On September 8, 2014, DRBC Environmental Toxicologist Ron MacGillivray, Ph.D. participated in an informative roundtable panel discussion hosted by the Delaware Section of the American Water Resources Association (DE-AWRA). Geared for DE-AWRA members and themed "Pharmaceuticals and Personal Care Products (PPCPs) in Water," the roundtable was held at Artesian Water Company in Newark, Del. Dr. MacGillivray presented on his research investigating the presence of contaminants of emerging concern (CECs) in the Delaware River Basin.

CECs are chemicals that have entered the environment through human activities. They have been detected in humans or other living organisms and have been found to persist in the environment, but are not routinely monitored for and are currently unregulated. Examples include PPCPs, stain repellents and fire-fighting foams (PFASs), flame retardants (PBDEs), and hormones. Although most of these compounds have been detected in surface waters at very low concentrations, there is concern about how CECs impact drinking water quality and the river's ecology. Increased interest in these substances and their toxic effects by scientists, the public, and regulators is occurring due to improved analytical methods and a growing body of information on their adverse effects.

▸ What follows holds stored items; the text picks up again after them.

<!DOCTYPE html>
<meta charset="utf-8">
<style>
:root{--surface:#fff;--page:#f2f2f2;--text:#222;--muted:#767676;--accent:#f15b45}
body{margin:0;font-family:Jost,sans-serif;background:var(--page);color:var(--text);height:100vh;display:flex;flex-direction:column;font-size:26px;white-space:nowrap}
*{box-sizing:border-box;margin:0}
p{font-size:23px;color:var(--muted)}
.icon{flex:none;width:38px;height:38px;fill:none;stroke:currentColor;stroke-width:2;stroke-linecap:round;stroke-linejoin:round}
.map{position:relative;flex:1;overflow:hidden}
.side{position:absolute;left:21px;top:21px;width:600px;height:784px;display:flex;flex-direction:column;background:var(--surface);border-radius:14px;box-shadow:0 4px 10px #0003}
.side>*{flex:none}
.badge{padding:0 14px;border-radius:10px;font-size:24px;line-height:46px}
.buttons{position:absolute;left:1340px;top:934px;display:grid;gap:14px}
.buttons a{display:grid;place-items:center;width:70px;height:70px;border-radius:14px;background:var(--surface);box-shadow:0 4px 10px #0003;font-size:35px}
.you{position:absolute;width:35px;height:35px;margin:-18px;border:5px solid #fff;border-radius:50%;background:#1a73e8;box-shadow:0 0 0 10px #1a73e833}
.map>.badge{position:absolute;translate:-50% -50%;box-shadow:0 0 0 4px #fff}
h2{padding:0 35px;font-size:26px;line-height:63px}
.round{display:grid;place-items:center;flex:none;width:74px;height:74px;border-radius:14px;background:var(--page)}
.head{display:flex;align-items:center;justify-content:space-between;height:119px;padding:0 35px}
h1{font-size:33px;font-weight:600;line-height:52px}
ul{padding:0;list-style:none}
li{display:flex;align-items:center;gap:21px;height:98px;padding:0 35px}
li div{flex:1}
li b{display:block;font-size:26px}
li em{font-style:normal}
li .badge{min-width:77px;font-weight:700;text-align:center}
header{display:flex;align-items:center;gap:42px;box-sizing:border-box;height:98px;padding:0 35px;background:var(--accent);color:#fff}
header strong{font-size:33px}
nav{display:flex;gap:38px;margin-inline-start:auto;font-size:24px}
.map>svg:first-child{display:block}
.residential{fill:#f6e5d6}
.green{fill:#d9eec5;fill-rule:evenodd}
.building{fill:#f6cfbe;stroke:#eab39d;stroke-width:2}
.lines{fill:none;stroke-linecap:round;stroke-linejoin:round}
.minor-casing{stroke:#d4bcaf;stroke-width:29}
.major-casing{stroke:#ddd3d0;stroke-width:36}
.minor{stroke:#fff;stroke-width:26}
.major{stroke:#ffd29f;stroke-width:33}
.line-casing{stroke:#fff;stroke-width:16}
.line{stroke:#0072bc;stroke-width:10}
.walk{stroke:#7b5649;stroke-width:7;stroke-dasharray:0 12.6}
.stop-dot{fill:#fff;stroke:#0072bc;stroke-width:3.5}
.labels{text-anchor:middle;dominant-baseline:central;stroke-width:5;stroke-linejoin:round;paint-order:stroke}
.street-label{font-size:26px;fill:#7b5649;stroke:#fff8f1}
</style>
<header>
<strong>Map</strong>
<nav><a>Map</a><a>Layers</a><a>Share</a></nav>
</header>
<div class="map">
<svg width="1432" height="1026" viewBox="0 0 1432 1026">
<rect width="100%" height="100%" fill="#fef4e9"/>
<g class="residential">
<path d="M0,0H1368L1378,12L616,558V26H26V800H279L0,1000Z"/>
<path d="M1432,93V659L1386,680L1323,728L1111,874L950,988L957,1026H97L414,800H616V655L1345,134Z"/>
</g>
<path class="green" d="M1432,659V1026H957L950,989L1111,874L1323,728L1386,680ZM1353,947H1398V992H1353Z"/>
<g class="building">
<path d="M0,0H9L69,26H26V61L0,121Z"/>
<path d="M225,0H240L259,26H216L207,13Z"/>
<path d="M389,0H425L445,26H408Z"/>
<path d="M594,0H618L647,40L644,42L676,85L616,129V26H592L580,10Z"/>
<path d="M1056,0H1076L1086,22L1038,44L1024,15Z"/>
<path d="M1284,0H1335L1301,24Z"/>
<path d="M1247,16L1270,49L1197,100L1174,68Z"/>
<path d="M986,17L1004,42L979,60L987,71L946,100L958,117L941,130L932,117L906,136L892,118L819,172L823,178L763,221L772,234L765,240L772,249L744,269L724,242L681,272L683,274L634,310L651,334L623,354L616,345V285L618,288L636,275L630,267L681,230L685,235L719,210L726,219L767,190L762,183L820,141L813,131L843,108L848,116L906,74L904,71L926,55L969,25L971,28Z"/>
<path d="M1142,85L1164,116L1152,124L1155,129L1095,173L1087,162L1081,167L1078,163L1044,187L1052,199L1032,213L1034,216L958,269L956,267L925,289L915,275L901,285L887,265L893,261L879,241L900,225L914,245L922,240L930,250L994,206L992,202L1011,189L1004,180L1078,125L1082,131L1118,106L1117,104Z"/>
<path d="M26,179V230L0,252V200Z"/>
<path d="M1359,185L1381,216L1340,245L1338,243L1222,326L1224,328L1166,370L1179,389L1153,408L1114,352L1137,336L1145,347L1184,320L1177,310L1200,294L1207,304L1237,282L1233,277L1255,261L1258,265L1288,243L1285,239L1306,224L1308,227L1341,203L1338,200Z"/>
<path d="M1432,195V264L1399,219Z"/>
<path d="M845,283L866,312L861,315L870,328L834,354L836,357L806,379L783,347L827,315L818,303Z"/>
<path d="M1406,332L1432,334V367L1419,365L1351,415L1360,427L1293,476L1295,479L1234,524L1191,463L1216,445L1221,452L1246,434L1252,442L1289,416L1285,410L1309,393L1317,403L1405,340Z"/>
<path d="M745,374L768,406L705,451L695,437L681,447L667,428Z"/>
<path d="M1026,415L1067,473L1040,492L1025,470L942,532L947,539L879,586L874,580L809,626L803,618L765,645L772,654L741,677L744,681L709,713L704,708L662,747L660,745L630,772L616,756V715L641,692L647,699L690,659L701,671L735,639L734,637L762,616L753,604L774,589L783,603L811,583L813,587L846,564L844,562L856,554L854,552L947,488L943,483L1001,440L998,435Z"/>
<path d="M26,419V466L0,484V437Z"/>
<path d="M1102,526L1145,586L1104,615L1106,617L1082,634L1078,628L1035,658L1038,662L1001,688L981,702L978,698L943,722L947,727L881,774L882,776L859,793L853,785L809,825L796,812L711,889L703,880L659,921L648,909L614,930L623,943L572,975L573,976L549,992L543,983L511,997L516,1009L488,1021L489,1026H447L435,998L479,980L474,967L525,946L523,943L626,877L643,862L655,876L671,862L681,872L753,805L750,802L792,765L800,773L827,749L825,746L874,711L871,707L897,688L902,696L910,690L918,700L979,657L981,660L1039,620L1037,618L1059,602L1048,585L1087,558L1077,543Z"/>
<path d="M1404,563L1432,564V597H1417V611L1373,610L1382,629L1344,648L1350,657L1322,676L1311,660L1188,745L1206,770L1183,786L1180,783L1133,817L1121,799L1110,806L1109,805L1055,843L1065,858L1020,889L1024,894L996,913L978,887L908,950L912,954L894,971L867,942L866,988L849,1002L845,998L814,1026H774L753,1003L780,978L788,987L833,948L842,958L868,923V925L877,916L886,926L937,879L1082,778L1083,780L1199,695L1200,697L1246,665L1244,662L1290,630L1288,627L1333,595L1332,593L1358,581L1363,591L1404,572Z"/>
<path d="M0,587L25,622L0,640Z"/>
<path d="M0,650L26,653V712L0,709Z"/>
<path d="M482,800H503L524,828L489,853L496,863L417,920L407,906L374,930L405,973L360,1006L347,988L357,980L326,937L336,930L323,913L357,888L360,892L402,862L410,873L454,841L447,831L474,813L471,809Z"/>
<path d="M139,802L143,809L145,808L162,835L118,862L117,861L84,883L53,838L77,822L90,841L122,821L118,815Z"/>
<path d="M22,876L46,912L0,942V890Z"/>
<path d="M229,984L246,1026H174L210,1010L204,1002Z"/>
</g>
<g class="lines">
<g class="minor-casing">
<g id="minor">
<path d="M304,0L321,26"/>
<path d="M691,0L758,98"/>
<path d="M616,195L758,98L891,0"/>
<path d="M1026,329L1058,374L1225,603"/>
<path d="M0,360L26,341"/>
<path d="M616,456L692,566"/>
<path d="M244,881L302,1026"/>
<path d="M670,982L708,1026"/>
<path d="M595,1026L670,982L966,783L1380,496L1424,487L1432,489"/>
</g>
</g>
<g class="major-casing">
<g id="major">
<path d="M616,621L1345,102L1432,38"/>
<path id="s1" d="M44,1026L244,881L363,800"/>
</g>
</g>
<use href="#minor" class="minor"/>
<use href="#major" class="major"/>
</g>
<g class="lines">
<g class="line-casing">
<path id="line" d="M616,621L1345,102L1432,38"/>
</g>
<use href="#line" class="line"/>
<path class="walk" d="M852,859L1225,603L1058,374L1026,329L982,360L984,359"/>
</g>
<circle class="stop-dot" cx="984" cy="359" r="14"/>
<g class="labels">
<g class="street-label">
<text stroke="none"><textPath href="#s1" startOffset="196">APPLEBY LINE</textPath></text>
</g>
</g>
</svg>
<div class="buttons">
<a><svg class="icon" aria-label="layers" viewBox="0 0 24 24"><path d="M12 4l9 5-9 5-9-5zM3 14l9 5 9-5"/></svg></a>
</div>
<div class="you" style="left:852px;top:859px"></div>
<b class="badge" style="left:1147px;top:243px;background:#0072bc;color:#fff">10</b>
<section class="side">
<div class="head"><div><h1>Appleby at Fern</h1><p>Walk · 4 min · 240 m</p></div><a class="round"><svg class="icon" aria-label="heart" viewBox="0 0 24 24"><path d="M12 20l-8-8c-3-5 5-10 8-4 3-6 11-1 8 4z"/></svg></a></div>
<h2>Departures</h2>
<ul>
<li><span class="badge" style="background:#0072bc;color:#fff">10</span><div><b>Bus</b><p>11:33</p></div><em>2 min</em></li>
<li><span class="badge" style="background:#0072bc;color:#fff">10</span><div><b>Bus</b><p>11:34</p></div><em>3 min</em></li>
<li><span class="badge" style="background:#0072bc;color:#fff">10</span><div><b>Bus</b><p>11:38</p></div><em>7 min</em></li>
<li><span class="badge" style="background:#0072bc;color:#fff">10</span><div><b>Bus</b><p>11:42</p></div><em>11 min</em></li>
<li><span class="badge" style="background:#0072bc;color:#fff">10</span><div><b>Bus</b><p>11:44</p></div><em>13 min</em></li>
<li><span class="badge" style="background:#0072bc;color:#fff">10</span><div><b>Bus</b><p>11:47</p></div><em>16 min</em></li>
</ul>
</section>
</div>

A leader in water quality initiatives in the basin, DRBC recognized years ago the need to understand the sources, source pathways, persistence, and fate of CECs, as well as how they degrade in surface water. In 2009, DRBC completed a three-year pilot study that investigated the presence and concentration of PPCPs, PFASs, and PBDEs in the ambient waters of the tidal Delaware River. More recently, DRBC received a grant to partner with Temple University on a survey to study CECs in several Pennsylvania tributaries to the tidal Delaware River. Tributaries surveyed included the Neshaminy, Perkiomen, and Wissahickon creeks and the Schuylkill River. Funded by the Pennsylvania Water Resources Research Center and Pennsylvania Sea Grant, this survey began in March 2013 and was completed in March 2014. A final report is in preparation.